Retailers’ shift to digital advertising and away from more expensive TV and print ads is one reason behind last year’s slowdown, says Jon Swallen, Kantar Media Intelligence North America’s chief research officer. Last year, 25% of retailers’ marketing spending was allocated to digital ads during the holidays, and Kantar expects that share to rise this year while TV advertising is flat or down slightly.
The pivot away from TV stems from consumers’ growing use of streaming services and digital video recorders that allow them to avoid watching ads.
“Advertisers haven’t lost faith in TV advertising,” Swallen says. “But TV isn’t delivering the audiences it once did. As TV’s audience shrinks, retailers are reallocating their budgets.”

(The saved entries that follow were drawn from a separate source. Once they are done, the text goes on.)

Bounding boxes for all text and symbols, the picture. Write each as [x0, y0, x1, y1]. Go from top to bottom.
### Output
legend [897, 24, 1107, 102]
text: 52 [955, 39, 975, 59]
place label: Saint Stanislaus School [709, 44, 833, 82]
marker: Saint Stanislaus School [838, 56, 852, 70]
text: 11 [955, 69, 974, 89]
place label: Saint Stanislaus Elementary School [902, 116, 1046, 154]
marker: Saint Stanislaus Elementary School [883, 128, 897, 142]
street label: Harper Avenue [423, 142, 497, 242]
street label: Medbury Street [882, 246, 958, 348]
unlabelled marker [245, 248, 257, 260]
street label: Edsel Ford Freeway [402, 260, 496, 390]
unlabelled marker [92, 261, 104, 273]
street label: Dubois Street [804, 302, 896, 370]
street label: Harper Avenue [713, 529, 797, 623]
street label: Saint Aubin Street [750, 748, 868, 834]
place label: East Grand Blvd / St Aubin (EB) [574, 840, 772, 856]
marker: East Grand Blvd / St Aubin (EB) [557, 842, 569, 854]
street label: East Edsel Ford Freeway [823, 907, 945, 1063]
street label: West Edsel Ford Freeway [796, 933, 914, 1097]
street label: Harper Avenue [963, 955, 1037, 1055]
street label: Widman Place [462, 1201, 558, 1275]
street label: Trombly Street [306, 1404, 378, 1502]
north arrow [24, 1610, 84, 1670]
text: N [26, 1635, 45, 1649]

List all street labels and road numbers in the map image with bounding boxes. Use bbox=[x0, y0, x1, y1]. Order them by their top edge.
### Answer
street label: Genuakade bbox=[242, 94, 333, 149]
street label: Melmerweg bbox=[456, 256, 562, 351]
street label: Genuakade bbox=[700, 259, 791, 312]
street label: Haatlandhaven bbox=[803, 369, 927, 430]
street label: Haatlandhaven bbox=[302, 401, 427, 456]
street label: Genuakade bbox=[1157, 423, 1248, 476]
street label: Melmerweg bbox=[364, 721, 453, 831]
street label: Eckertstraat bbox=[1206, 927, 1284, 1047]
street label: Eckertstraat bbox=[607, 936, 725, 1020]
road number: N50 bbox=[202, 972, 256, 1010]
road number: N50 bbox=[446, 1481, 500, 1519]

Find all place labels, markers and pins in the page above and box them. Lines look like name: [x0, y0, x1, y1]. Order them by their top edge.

Retailers that shift from TV to digital ads likely will change their messaging approach, as the channels have different uses; TV ads are typically used for brand building while digital ads are far more transactional, with a clear direct-response element, he says.
With only 26 days between Thanksgiving and Christmas Day, retailers will likely struggle to stand out amid the “competitive clutter,” particularly later in the season as they seek to hit or exceed their sales targets, Swallen says.
“Retailers aren’t going to spend less on ads this year, but they’ll have less time to spread their dollars out,” he says. “That may lead more retailers to use discounts and promotions to try to attract attention. That could make for a difficult market for retailers to navigate.”
Google ad spending
One likely beneficiary of that competitive environment is Google, as Kantar expects retailers to increase their spending on paid search ads.